Clearly there are a lot of bad managers with MBA’s from prestigious institutions out there.

Henry Mintzberg does more to explain how this happened — and what we might be able to do about it — than anybody else I’ve read recently.

Managers Not MBAs: A Hard Look at the Soft Practice of Managing and Management DevelopmentThe central argument of Managers not MBAs is that Management as taught by MBA programs is a failure, because they:

  • choose the wrong people,
  • educate them in the wrong way
  • and produce the wrong results.

In other words, the selection process and educational format of most MBA programs actively undermines the practice of good management. MBA’s are a self-selected group of people who “want to get ahead in business,” and the entire program teaches them to compete rather than cooperate.

The result is that graduates of MBA programs have a pretty dismal record at actually starting, expanding, or maintaining stable, productive, businesses.

Mintzberg doesn’t blame MBA holders — they were taught strategy, and accounting, and analysis, but never management.

In particular, MBA programs never taught them the meaning of good management, or the skills they would need to actually grow and manage teams of real people. They aren’t even pointed in the right direction, the structure of MBA programs reward the kind of people who like to compete. And years of “case study” exercises have made them into the kind of people who make snap decisions based on limited data.

MBA graduates generally aren’t the kind of people dedicated to helping other people achieve greatness.

Instead, they want to achieve greatness on their own — which can be a worthy goal. It’s just a terrible goal for a manager. Good managers are relentlessly focused on helping the people they work for perform at their best.

I don’t believe an MBA degree is just a liability.

The MBA’s I know have learned useful terminology, analytical skills, and the training they recieved in in economics, accounting, and business law can be a huge help in the right moment.

An MBA can prove to be an net asset to a manager, but only if you unlearn some skills they teach you (snap judgments, and me-first competitiveness) and make it a point to learn the “soft” skills that are infinitely more important.

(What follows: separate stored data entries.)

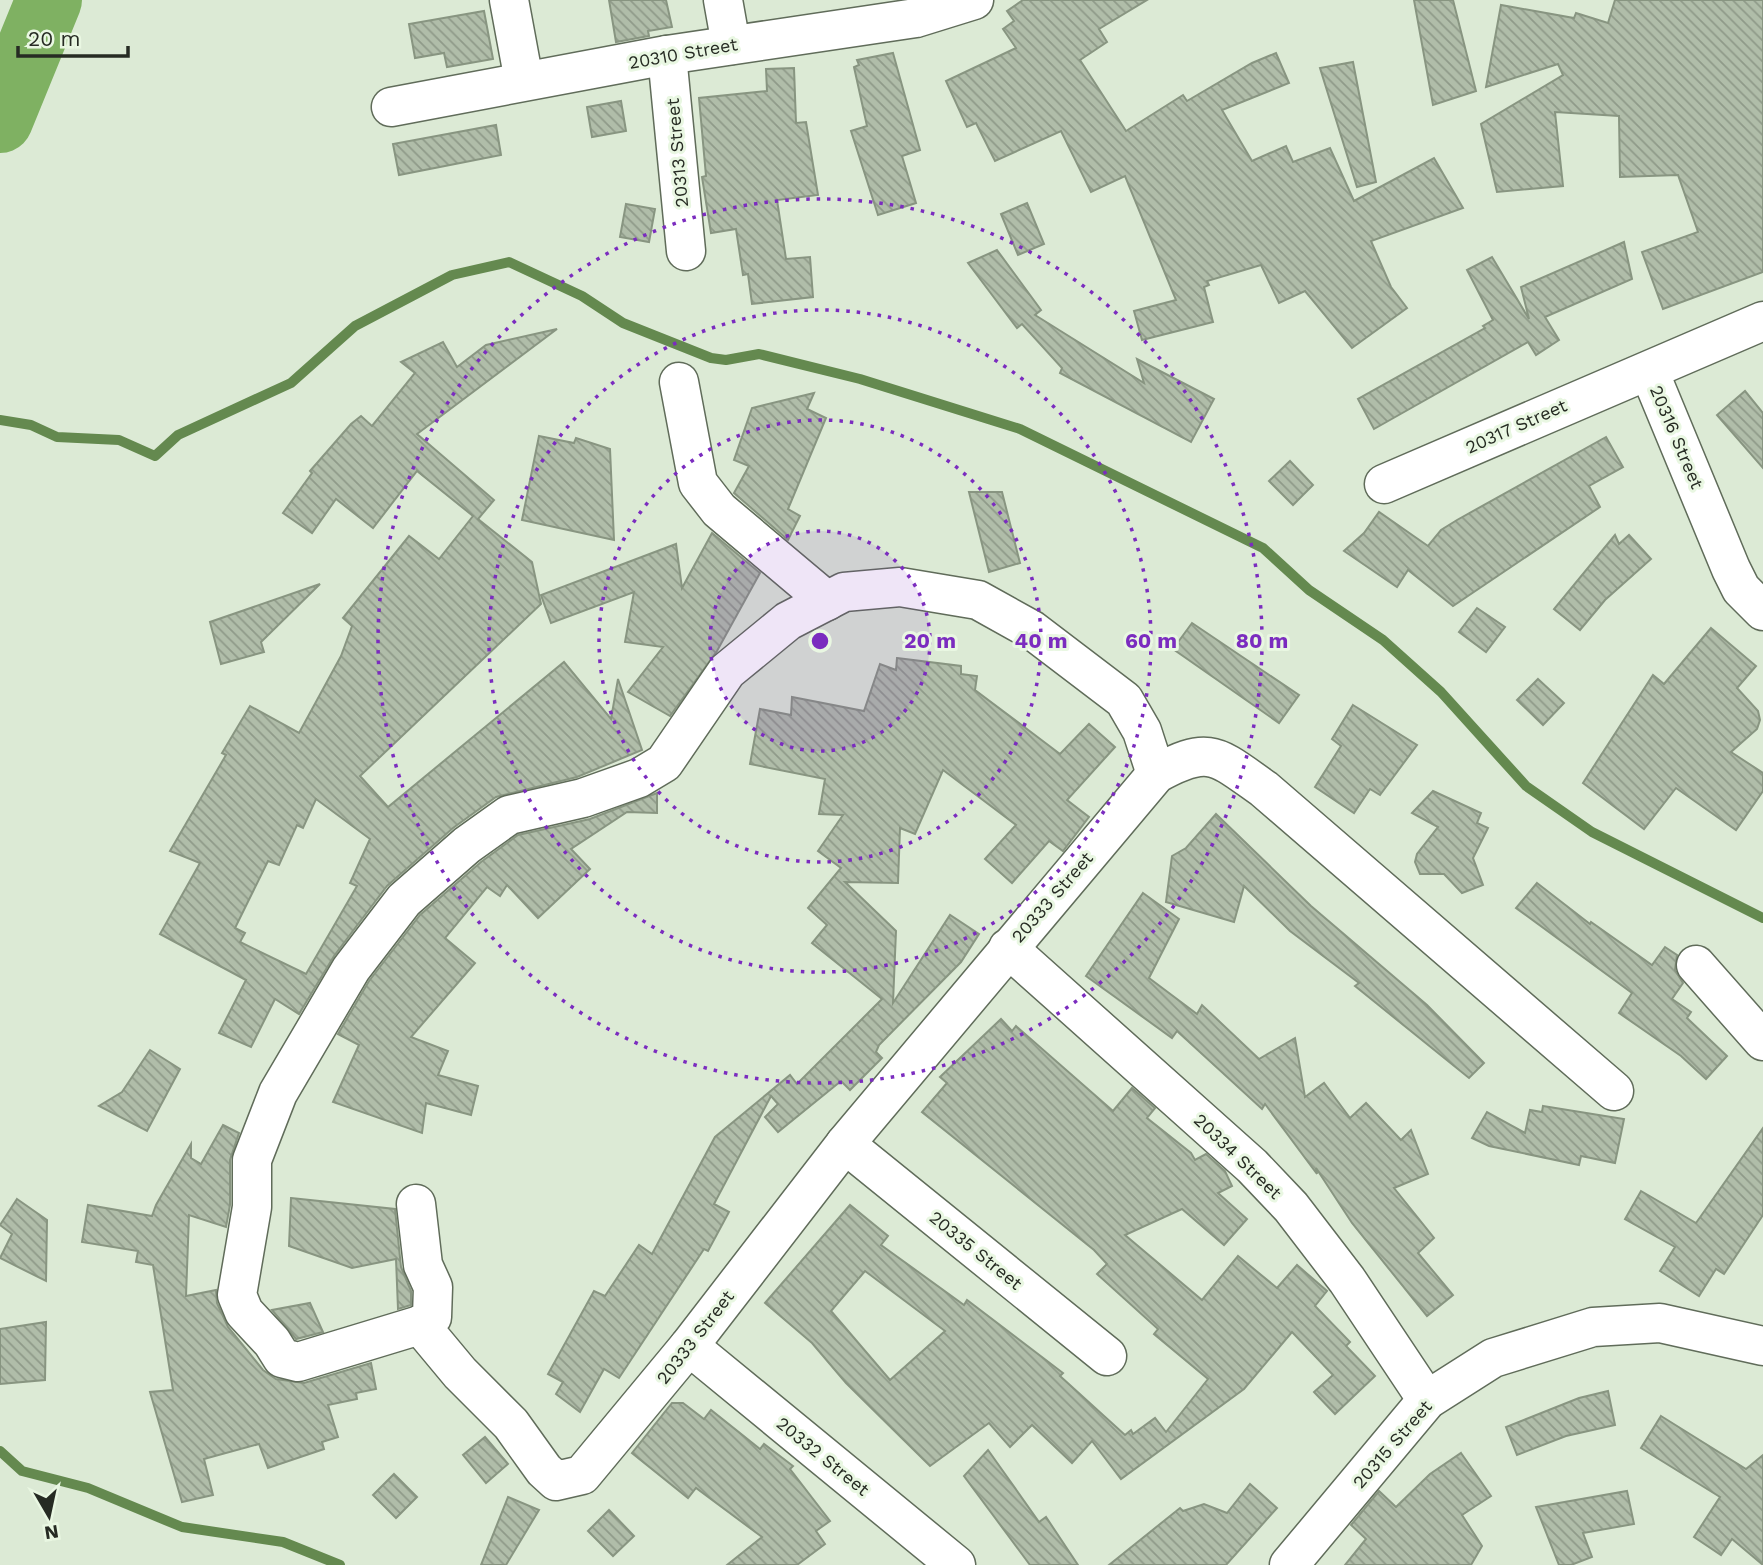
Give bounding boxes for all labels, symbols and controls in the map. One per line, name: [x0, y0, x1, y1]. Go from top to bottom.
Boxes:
scale bar: [18, 14, 128, 58]
text: 20 m: [28, 26, 80, 51]
street label: 20310 Street: [627, 33, 740, 73]
street label: 20313 Street: [662, 97, 692, 209]
street label: 20316 Street: [1646, 382, 1708, 492]
street label: 20317 Street: [1462, 394, 1570, 458]
text: 20 m: [904, 628, 956, 653]
text: 40 m: [1015, 628, 1067, 653]
text: 60 m: [1125, 628, 1177, 653]
text: 80 m: [1236, 628, 1288, 653]
centre of rings: [808, 629, 832, 653]
street label: 20333 Street: [1007, 847, 1097, 947]
street label: 20334 Street: [1190, 1109, 1286, 1203]
street label: 20335 Street: [925, 1206, 1027, 1294]
street label: 20333 Street: [652, 1286, 738, 1388]
street label: 20315 Street: [1348, 1395, 1436, 1492]
street label: 20332 Street: [772, 1412, 874, 1500]
north arrow: [14, 1481, 84, 1551]
text: N: [43, 1520, 60, 1545]

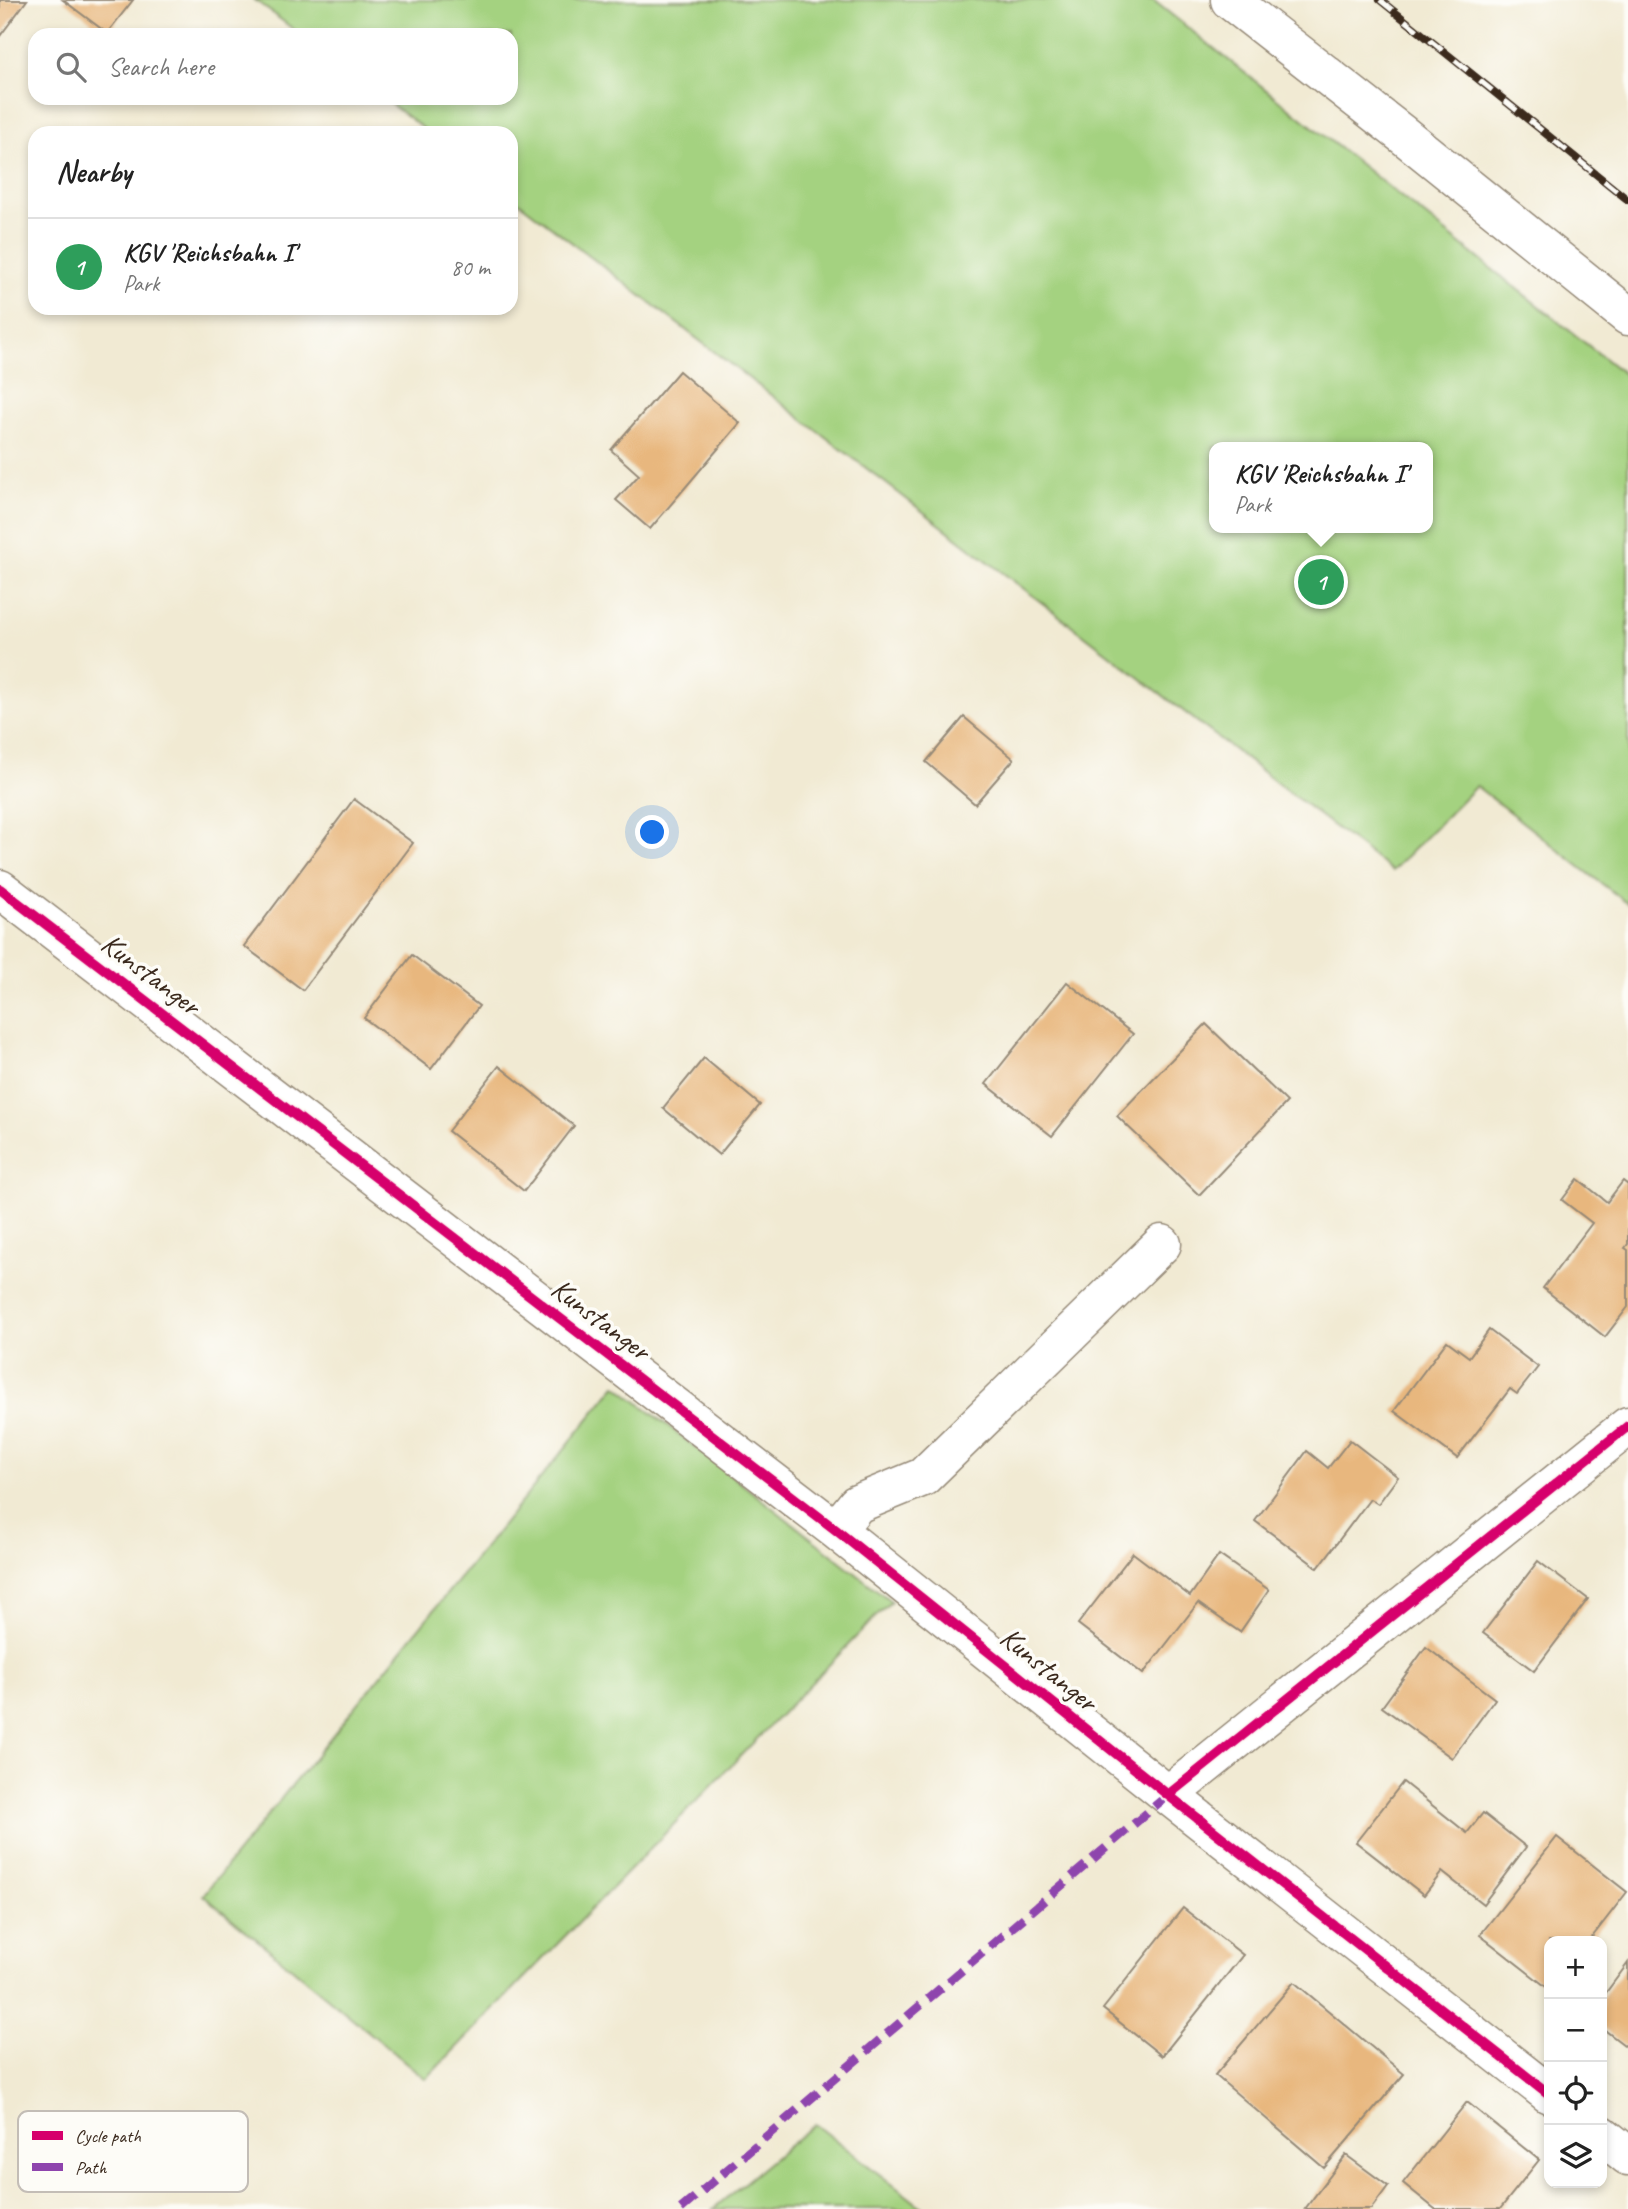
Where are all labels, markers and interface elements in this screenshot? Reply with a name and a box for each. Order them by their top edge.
search box [28,28,518,105]
icon: search [52,48,90,86]
text: Search here [108,50,214,83]
text: Nearby [56,153,132,191]
text: KGV 'Reichsbahn I' [123,236,296,269]
text: 1 [74,253,84,282]
text: 80 m [451,253,490,282]
text: Park [123,269,159,298]
popup [1209,442,1433,533]
text: KGV 'Reichsbahn I' [1235,457,1407,490]
text: Park [1235,490,1271,519]
pin: 1 [1298,556,1344,608]
your location [635,815,669,849]
street label: Kunstanger [94,924,210,1025]
street label: Kunstanger [544,1269,660,1370]
street label: Kunstanger [992,1618,1107,1721]
map controls [1544,1936,1607,2188]
button: + [1544,1936,1607,1999]
button: − [1544,1999,1607,2062]
button: locate [1544,2062,1607,2125]
legend [18,2111,248,2192]
text: Cycle path [75,2124,141,2148]
button: layers [1544,2125,1607,2188]
text: Path [75,2156,108,2180]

The second half of Mintzberg’s book is his proposal for creating better educational institutions, which can identify the right candidates, train them with the right skills in the right way, and ultimately produce much better results than current MBA programs. The broad outline of that plan seems right. But most managers need something they can use to get better at their jobs right now, without spending a lot of money.

  • Never stop learning from the people on your team – they are on the front lines learning every day, if you’re not working to learn from them, your loosing potentially critical information.
  • Always believe that there is more to their job than making money. Greatness comes from productive passion, and greed doesn’t inspire passion or loyalty.
  • Elevate the people who actually produce value — These people actually do the work, and they know infinitely more about the nature of that work than MBA trained managers, so they should be respected, valued, and included (or put in charge) of improvement processes.

Good managers care about people, not head-count, and they strive to make their job a meaningful contribution to a shared vision.

Hopefully I’ll have time to write more about good management tomorrow.